Sunday, May 01, 2005

World Class Manufacturer’s Challenges

This past week I toured Excel Industries, Inc., a world class manufacturer of turf equipment. This plant makes zero turn mowers that are shipped all over the world from Hesston, KS.

The first thing I saw as I entered the plant were state of the art laser fabricating machines, which take a sheet of heavy gauge steel and cuts it exactly into various sizes. The computer program that controls the operation minimizes the amount of scrap steel. Excel recently installed a new 10-stage powder coat paint system, which is also highly automated. Their bottleneck at the present time is in their welding department, where they hire 45 welders. They could use another 10, but can’t find them, despite the fact that welders make in excess of $30,000/year.

The Mullet brothers, majority owners of Excel, have been able to continually increase productivity in their plant thru innovations and new tooling. In the 1970s they produced $25,000 of sales for each employee. Today they are doing over $300,000/employee.
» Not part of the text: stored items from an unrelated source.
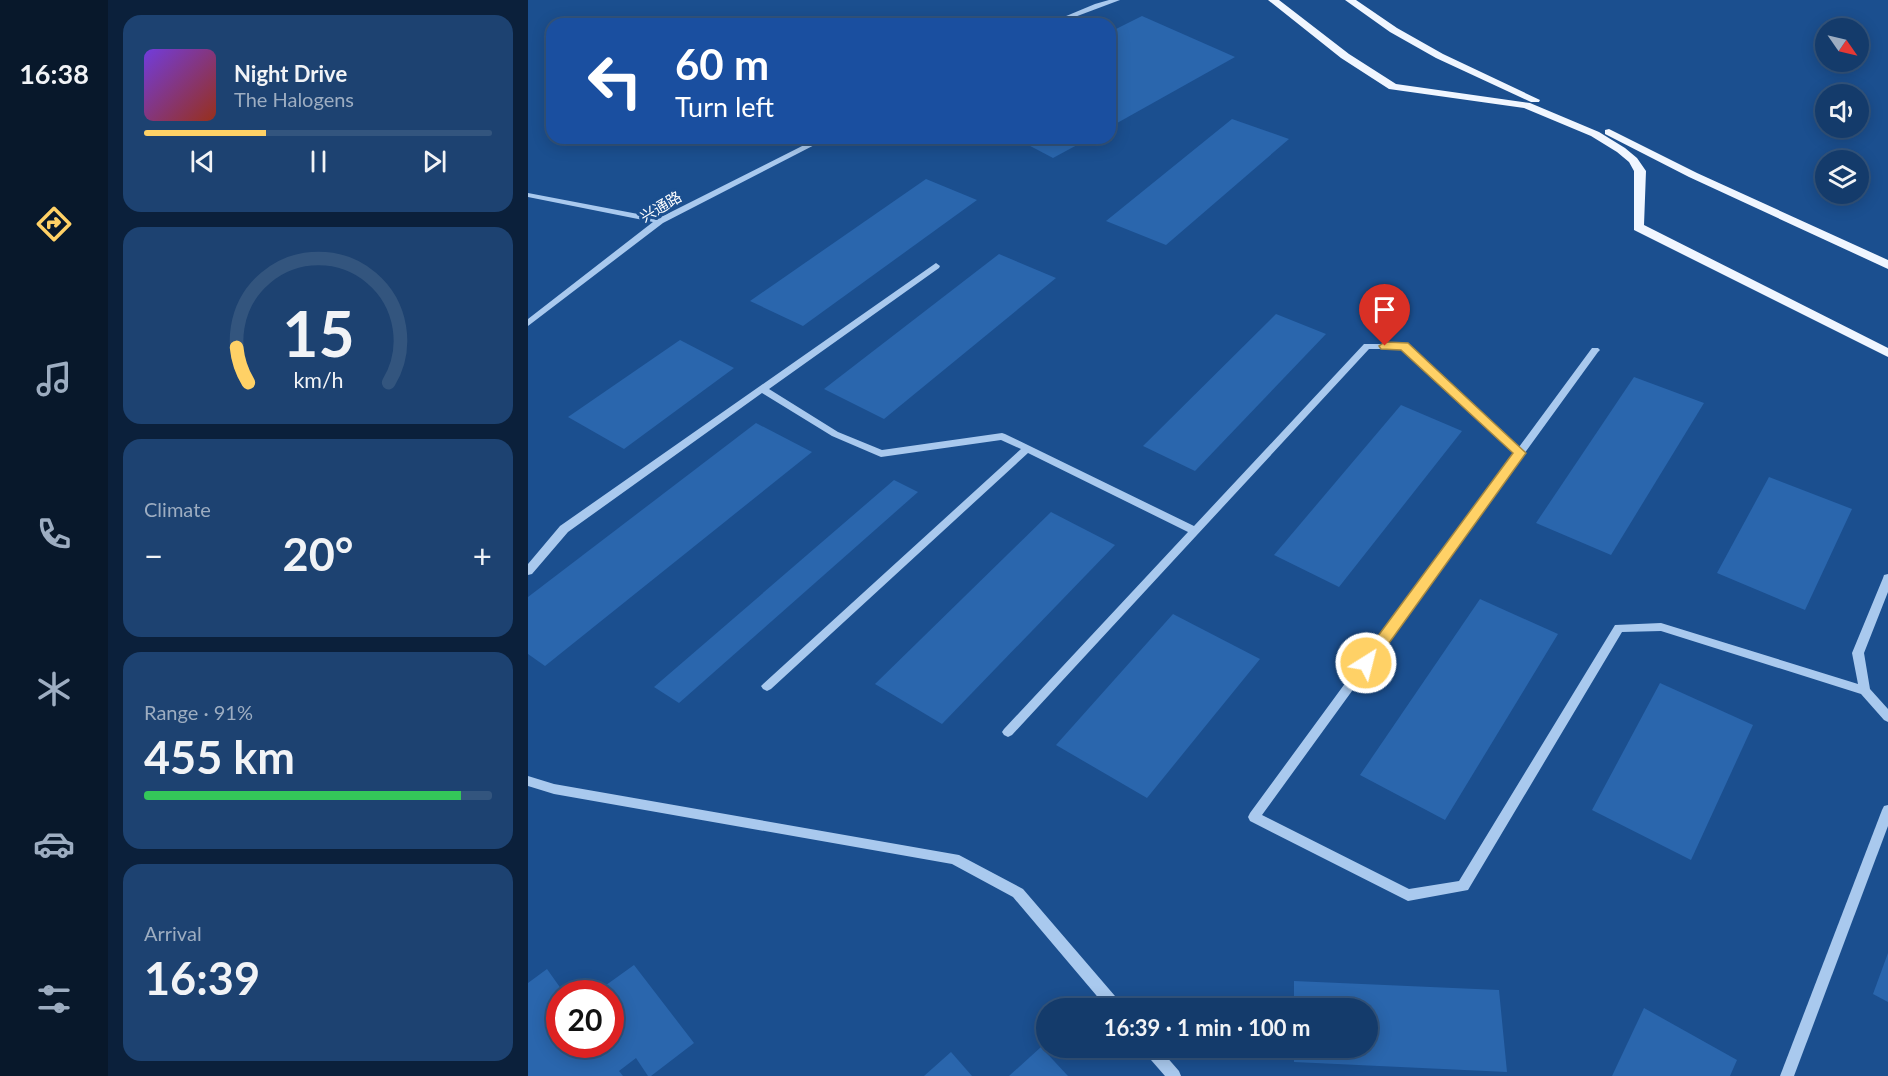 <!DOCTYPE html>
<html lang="en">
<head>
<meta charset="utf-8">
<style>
	:root { --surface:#143b6b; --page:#1d4271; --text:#f1f3f6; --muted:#9dadc1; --line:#33557e; --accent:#ffd166 }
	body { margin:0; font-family:Lato,"Noto Sans SC",sans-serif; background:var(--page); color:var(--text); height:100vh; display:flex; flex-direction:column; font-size:22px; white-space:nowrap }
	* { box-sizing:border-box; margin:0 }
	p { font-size:20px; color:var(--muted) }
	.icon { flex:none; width:33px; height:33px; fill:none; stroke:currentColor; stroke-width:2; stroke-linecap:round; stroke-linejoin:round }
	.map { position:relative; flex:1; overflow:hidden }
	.drawer { display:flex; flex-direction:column; gap:15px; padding:15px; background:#0b203b; width:420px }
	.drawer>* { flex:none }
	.banner { position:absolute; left:18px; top:18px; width:570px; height:126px; border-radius:18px; box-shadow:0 3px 15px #0003,0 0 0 2px var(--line); background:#1a4fa0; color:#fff; overflow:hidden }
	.needle { width:39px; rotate:124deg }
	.buttons { position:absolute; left:1287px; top:18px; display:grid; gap:12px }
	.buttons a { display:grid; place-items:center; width:54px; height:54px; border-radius:50%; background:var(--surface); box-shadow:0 3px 15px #0003,0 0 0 2px var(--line); font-size:30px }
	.speed { position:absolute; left:18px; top:980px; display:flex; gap:12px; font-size:30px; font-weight:700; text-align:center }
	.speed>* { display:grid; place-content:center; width:78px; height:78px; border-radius:50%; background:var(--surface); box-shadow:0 3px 15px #0003,0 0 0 2px var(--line); line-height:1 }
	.speed .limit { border:9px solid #d22; background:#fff; color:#111 }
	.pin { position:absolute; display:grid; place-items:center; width:51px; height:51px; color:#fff; margin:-62px -26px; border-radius:50% 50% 50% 0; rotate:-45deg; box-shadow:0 0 6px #0007 }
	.pin .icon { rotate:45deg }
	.me { position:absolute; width:66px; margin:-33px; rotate:36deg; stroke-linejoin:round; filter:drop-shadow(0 0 4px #0008) }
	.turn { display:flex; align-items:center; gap:21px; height:126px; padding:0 30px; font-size:27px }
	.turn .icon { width:78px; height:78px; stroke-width:2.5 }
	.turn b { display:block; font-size:42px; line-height:51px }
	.big { font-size:45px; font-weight:700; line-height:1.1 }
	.drawer .tile { flex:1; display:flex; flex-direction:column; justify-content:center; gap:9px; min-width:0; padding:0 21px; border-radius:18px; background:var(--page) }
	.drawer .dial { align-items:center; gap:0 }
	.dial svg { height:156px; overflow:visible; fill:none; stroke:var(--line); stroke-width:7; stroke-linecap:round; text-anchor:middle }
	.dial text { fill:var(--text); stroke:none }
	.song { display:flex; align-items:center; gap:18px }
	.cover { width:72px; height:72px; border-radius:9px; background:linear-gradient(135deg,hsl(260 70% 55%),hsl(10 70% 35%)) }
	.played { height:6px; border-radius:3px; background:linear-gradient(90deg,var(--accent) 35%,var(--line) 35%) }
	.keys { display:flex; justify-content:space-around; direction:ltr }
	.heat { display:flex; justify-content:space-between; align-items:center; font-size:33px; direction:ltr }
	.charge { height:9px; border-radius:4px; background:linear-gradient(90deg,#34c759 91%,var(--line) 0) }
	.trip { position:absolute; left:508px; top:998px; width:342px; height:60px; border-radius:30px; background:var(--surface); box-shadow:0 3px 15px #0003,0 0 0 2px var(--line); font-weight:700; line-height:60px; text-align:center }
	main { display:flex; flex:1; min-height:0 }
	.menu { display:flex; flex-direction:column; width:108px; justify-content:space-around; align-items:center; background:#08182b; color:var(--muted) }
	.menu .icon { width:42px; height:42px }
	.menu .on { color:var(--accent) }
	.menu b { font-size:27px; color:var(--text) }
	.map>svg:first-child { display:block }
</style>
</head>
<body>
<main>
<nav class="menu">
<b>16:38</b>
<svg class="icon on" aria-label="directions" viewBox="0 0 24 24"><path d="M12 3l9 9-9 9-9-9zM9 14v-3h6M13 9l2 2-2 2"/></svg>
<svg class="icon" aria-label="music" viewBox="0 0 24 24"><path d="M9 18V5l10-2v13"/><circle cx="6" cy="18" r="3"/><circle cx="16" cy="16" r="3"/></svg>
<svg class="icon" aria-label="phone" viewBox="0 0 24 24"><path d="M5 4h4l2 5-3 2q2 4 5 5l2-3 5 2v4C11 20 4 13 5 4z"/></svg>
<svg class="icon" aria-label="climate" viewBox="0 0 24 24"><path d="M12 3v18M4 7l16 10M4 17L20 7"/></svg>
<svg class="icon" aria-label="car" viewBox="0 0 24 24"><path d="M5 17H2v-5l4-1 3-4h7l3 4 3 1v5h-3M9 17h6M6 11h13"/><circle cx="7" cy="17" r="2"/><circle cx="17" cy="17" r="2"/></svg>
<svg class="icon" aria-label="filters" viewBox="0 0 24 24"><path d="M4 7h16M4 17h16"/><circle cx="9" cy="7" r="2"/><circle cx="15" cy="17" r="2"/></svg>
</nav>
<section class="drawer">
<div class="tile">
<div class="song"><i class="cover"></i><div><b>Night Drive</b><p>The Halogens</p></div></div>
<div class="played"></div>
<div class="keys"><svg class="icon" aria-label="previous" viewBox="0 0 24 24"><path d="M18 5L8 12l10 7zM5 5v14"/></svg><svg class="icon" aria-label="pause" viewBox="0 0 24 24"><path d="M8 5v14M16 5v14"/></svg><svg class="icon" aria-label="next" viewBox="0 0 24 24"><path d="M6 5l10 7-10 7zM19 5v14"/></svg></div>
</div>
<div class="tile dial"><svg viewBox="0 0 100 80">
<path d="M14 69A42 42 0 1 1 86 69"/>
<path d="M14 69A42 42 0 0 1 8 51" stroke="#ffd166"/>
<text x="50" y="56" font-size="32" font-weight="700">15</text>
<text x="50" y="72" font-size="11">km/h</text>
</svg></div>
<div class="tile"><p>Climate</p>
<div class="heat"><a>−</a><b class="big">20°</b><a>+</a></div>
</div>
<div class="tile"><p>Range · 91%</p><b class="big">455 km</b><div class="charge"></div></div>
<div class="tile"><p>Arrival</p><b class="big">16:39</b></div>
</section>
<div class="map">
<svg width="1360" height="1076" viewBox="0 0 1360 1076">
	<rect width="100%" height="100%" fill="#1b4f8f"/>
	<g fill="#2a66ad">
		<polygon points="614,16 707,57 582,127 582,32"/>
		<polygon points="704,119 761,139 638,245 578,221"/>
		<polygon points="487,138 562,138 525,158"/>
		<polygon points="398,179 449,200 275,326 222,301"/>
		<polygon points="471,254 528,278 356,419 296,389"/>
		<polygon points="748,314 798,334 667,471 615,446"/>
		<polygon points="152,340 206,368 96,449 40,417"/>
		<polygon points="1106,377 1176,403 1083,555 1008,523"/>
		<polygon points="873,405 934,431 811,587 746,555"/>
		<polygon points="228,423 284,452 17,666 0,654 0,597"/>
		<polygon points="1241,477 1324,509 1277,610 1189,573"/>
		<polygon points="366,480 390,492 151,703 126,687"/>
		<polygon points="523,512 587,545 414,724 347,684"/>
		<polygon points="952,599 1030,634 917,820 832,775"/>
		<polygon points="645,614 732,659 619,798 528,745"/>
		<polygon points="1132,683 1225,725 1163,860 1064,810"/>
		<polygon points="1360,953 1360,1002 1345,994"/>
		<polygon points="106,965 166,1043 123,1076 120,1076 108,1058 91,1071 95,1076 0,1076 0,983 19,969 36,993 32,993 32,1044 82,1044 82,993 67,993"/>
		<polygon points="766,981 971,990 979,1072 766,1062 766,1047 840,1047 840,1008 766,1008"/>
		<polygon points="1116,1008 1209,1060 1202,1076 1084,1076"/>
		<polygon points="513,1047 540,1076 481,1076"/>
		<polygon points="423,1052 444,1076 396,1076"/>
	</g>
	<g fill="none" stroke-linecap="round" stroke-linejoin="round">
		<g fill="#a9c9ee" fill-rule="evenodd">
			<polygon points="581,0 592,0 528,24 519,24 567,4"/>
			<polygon points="290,138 300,138 135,223 0,326 0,319 125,222 0,197 0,193 131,218"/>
			<polygon points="408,263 412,266 411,268 241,389 310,432 354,450 474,433 477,434 666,526 836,344 879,344 991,447 1064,348 1070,348 1072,350 1070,352 734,815 881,889 931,881 1087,625 1133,623 1330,684 1324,653 1355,578 1356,575 1360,574 1360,592 1336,653 1342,689 1360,709 1360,722 1356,720 1333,694 1133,631 1094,632 940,890 880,901 722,821 720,817 722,813 986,453 874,349 841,349 484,735 480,737 476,735 474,732 476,729 660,532 500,453 243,689 239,691 235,689 233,686 493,449 473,440 353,457 304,436 234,393 40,532 4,574 0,575 0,564 32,526"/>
			<polygon points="0,776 26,784 431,855 495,889 593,1003 595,1008 579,1008 485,897 424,864 26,794 0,786"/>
			<polygon points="1360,805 1360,826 1266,1076 1252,1076 1354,810 1356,806"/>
			<polygon points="614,1047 630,1047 651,1071 653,1076 637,1076 616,1052"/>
		</g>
		<g fill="#f0f6ff" fill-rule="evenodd">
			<polygon points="740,0 751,0 821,54 868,84 1002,103 1071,132 1097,148 1109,158 1118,171 1116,225 1360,348 1360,357 1106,230 1106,171 1101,162 1089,152 1063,136 996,108 861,89 813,58"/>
			<polygon points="817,0 828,0 869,28 915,54 1012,100 1011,102 1003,102 908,58 862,32"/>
			<polygon points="1081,129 1169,173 1360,260 1360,269 1161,177 1077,134 1077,130"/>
		</g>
	</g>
	<polygon fill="#ffd166" stroke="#a68842" stroke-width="1.5" points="857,342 880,343 998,453 843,668 833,668 830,663 833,659 985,453 873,350 853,349 851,346"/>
	<g text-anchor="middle" stroke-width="6" stroke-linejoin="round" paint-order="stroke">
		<g font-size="15" fill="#fff" stroke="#1b4f8f">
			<text transform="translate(133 207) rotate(-31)" y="5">兴通路</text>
		</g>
	</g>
</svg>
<div class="buttons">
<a><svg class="needle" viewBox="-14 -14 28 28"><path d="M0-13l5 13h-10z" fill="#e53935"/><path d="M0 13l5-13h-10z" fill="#9dadc1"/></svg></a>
<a><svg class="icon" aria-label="sound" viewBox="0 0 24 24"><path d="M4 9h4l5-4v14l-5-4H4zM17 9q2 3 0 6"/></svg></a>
<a><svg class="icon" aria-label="layers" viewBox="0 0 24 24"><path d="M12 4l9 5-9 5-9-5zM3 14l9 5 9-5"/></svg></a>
</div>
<div class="speed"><div class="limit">20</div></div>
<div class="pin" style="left:857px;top:346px;background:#d93025"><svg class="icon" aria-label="arrive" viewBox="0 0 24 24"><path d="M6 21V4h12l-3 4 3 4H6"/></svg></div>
<svg class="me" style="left:838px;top:663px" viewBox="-20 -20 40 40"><circle r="17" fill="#ffd166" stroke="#fff" stroke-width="3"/><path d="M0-11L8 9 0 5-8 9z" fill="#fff"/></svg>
<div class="trip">16:39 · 1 min · 100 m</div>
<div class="banner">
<div class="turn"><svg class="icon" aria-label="left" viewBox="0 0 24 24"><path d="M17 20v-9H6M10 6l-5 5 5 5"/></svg><div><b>60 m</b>Turn left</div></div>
</div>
</div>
</main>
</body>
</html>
They are doing 10 times more in sales volume with 100 fewer employees.

These productivity gains are why I continue to think that we as a country have a wonderful future in manufacturing. We continually are innovating and developing new ways of producing products. Because we can do it with fewer people (the productivity miracle), we are able to pay those producers more each year and it is why the manufacturing sector has some of the highest paying jobs in many communities.

The downside of being a USA manufacturer? It didn’t take long for me to guess what a major problem for them might be and the Mullets quickly expressed their frustration with our present legal system. Bob Mullet told me, “The contingency fee system raises legal costs for everyone. When we get a claim, we settle early if we can or we find that the meter runs up very high on these cases.”

One of their frustrations with these product liability claims is that while governmental sales account for only about 5% of their overall sales, it accounts for over 90% of their claims. Why would there be this discrepancy? The product is the same and you would have to assume that the skill set to mow a lawn is similar from the private to public sector. The only explanation I could come up with is that too many governmental employees are “gaming the system”, trying to qualify for workers compensation. It is a shame and raises costs for all of us in the USA.